Listed records:
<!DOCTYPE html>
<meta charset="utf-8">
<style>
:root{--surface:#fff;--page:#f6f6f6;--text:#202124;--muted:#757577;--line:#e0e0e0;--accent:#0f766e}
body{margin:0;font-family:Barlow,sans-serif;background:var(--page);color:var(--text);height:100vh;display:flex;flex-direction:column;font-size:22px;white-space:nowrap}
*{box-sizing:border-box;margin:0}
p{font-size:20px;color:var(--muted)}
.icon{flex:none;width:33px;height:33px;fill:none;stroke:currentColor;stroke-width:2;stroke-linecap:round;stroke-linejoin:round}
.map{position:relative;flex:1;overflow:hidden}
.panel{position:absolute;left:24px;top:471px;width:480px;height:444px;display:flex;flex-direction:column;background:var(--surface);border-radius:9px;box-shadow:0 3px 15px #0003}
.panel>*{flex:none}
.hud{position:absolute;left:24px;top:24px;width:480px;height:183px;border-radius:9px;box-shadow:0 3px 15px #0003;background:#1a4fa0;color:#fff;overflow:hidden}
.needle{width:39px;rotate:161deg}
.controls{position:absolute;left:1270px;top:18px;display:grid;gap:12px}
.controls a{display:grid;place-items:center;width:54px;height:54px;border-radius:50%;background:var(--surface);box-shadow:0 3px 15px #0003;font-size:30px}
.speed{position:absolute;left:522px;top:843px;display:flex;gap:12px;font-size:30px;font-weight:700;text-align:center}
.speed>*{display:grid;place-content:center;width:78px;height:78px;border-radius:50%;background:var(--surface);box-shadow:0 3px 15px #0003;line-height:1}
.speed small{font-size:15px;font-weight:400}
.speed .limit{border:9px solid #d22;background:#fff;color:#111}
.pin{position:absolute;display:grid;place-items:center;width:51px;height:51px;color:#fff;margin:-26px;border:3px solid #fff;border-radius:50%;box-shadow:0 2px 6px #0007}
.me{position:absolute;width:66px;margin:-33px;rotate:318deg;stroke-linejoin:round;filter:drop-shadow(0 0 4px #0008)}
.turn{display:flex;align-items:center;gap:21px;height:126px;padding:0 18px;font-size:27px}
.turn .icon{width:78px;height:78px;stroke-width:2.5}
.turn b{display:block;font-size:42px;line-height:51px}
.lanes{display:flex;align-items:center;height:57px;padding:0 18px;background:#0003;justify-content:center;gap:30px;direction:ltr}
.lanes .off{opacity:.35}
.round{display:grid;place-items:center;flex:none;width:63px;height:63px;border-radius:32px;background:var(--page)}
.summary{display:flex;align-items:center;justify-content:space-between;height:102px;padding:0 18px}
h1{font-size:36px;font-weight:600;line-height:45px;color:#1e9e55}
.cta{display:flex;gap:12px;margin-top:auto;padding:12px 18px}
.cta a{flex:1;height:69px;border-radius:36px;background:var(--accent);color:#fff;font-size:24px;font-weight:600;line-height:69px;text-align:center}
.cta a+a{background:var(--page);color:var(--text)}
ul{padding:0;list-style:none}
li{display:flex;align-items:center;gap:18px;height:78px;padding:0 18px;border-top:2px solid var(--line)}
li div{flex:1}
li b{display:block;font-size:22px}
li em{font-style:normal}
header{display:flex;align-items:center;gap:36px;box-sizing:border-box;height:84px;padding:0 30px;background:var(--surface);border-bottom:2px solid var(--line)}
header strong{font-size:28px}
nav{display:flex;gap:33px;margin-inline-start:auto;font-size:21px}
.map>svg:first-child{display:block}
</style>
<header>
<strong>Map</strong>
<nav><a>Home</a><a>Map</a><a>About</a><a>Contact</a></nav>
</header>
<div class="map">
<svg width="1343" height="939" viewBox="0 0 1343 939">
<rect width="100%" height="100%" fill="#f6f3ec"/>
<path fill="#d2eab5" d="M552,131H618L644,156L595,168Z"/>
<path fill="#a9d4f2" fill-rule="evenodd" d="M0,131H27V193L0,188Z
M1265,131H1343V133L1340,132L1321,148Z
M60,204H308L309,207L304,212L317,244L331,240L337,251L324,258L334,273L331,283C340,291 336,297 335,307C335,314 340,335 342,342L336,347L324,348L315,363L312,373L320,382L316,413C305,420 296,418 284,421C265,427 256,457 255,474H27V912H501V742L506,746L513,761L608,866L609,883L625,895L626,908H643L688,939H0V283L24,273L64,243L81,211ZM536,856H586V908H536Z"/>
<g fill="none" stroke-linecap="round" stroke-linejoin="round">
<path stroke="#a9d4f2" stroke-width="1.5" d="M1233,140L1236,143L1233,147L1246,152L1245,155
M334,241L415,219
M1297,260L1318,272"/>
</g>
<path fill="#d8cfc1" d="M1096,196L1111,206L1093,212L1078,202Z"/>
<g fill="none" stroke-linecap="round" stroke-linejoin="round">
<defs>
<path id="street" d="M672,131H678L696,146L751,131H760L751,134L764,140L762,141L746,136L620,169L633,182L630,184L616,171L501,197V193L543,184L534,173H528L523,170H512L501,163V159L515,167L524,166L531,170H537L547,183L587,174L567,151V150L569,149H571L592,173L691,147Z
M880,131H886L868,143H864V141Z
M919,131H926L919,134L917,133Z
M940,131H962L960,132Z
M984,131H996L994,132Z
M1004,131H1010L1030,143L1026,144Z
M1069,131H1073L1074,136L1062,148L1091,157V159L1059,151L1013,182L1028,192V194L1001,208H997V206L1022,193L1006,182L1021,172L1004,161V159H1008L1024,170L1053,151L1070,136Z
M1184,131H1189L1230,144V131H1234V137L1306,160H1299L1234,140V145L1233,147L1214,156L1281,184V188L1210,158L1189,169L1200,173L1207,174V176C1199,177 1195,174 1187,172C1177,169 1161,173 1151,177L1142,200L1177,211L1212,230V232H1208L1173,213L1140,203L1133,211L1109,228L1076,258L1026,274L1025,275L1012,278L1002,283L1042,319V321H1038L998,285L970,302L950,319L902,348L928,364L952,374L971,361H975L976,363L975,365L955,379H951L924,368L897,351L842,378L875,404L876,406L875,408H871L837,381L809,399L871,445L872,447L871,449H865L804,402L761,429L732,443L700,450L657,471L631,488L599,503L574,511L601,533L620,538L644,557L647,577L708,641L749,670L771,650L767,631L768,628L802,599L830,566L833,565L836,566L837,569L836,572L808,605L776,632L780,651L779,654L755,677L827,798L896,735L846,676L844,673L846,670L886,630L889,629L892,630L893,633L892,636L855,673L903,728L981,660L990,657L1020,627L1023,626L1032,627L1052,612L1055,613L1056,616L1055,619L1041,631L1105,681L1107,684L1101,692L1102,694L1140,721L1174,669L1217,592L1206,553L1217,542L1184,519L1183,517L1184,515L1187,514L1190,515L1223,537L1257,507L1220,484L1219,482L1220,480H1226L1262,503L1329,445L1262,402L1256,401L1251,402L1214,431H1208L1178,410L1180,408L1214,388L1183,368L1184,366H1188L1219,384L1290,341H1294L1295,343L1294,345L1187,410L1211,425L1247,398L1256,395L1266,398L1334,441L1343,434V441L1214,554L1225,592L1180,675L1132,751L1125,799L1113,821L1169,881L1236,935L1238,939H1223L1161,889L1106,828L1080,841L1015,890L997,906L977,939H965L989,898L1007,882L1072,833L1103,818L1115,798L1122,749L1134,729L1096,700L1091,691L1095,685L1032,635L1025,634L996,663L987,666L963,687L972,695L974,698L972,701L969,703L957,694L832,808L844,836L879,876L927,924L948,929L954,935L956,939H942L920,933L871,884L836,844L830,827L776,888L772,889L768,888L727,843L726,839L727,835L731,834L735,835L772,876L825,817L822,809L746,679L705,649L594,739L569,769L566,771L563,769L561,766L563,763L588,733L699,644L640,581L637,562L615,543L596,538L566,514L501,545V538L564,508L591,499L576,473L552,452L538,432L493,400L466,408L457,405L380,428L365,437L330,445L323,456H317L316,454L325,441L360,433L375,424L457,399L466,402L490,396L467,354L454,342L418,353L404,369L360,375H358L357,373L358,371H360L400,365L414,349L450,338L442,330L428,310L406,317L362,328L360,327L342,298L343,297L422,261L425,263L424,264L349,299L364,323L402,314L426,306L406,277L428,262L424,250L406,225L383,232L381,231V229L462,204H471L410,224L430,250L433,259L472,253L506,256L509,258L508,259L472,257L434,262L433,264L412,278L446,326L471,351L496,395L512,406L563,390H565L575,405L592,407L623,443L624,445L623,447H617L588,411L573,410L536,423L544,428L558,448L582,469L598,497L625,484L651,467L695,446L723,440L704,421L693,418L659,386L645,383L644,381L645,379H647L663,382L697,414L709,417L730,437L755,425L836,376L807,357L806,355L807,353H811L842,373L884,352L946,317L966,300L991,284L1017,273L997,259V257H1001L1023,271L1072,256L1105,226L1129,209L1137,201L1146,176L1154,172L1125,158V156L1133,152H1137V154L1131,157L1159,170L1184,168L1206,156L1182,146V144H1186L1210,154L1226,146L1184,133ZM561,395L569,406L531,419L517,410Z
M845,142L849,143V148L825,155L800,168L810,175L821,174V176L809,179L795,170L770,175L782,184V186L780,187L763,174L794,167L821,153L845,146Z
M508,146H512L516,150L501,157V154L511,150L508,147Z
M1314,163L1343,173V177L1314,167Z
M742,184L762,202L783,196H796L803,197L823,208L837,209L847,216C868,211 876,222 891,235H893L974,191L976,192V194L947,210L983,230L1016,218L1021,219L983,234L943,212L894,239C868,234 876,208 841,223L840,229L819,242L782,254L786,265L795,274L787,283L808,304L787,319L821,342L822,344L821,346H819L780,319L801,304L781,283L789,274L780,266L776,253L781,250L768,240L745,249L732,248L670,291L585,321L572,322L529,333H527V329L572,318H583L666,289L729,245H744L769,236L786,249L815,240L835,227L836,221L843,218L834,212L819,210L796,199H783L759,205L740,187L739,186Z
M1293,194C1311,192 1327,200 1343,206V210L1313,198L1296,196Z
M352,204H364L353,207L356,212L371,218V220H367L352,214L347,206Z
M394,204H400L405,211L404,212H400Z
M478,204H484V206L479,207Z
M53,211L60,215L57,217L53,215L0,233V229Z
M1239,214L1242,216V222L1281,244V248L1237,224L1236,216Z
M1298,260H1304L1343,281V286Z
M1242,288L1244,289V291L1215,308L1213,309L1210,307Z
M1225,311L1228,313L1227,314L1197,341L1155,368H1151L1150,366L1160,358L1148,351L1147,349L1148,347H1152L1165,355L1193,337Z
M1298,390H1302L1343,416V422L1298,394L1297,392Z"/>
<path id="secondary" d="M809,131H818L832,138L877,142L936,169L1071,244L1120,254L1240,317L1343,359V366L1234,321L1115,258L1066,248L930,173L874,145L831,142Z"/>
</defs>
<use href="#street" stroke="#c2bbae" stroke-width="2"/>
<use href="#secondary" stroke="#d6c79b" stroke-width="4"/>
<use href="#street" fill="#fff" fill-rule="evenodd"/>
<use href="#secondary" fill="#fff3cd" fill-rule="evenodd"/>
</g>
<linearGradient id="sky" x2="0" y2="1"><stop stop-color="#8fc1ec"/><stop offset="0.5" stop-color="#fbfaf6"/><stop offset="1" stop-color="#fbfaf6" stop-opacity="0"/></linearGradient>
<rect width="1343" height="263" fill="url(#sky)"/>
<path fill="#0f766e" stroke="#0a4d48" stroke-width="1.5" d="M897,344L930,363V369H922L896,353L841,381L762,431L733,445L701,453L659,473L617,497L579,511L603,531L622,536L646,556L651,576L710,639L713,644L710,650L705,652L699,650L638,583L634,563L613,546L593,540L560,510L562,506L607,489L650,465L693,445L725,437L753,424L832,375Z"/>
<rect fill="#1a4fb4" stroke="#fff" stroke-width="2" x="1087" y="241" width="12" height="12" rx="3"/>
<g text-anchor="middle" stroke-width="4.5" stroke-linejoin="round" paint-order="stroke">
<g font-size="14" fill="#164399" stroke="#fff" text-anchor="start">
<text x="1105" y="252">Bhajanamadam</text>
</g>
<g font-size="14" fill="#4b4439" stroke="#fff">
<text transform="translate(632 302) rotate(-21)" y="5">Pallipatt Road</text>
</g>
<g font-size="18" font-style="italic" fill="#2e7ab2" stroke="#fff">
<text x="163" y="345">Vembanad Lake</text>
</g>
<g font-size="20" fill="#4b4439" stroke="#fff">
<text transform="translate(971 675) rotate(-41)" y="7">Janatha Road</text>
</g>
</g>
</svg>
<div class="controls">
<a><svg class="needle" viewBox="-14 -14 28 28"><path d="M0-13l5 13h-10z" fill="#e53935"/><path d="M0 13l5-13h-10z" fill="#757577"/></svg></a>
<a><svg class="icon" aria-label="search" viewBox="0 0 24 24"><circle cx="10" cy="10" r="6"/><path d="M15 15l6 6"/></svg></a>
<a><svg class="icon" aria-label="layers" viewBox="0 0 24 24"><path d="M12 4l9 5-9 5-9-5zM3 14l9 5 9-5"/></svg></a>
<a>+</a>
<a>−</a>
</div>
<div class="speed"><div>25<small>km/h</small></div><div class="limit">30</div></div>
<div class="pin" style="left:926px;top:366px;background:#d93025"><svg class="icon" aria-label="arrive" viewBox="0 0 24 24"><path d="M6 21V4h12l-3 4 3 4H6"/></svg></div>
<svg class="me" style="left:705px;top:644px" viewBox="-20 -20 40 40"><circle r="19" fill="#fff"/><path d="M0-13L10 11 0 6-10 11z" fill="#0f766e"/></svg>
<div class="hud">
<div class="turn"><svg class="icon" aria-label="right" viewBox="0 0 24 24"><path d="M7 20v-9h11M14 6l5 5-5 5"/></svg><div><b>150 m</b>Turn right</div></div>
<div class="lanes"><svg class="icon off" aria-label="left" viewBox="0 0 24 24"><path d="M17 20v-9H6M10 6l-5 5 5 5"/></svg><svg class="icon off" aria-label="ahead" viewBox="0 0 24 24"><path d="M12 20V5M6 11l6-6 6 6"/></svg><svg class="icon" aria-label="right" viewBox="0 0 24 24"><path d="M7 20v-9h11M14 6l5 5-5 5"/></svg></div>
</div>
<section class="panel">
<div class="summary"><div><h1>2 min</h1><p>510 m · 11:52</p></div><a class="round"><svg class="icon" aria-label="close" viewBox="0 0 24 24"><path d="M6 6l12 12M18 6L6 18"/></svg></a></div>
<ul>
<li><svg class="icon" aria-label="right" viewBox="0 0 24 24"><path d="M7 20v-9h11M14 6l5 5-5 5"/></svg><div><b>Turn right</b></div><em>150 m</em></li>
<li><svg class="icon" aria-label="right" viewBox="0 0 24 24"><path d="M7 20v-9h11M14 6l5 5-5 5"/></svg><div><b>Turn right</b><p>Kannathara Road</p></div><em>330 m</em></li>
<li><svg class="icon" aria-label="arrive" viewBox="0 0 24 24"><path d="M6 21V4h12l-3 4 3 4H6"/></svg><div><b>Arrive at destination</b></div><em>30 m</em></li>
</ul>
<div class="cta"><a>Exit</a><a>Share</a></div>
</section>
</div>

Activity: Go through the lines above and copy any that contain "strong".

Solution to this exercise:
header strong{font-size:28px}
<strong>Map</strong>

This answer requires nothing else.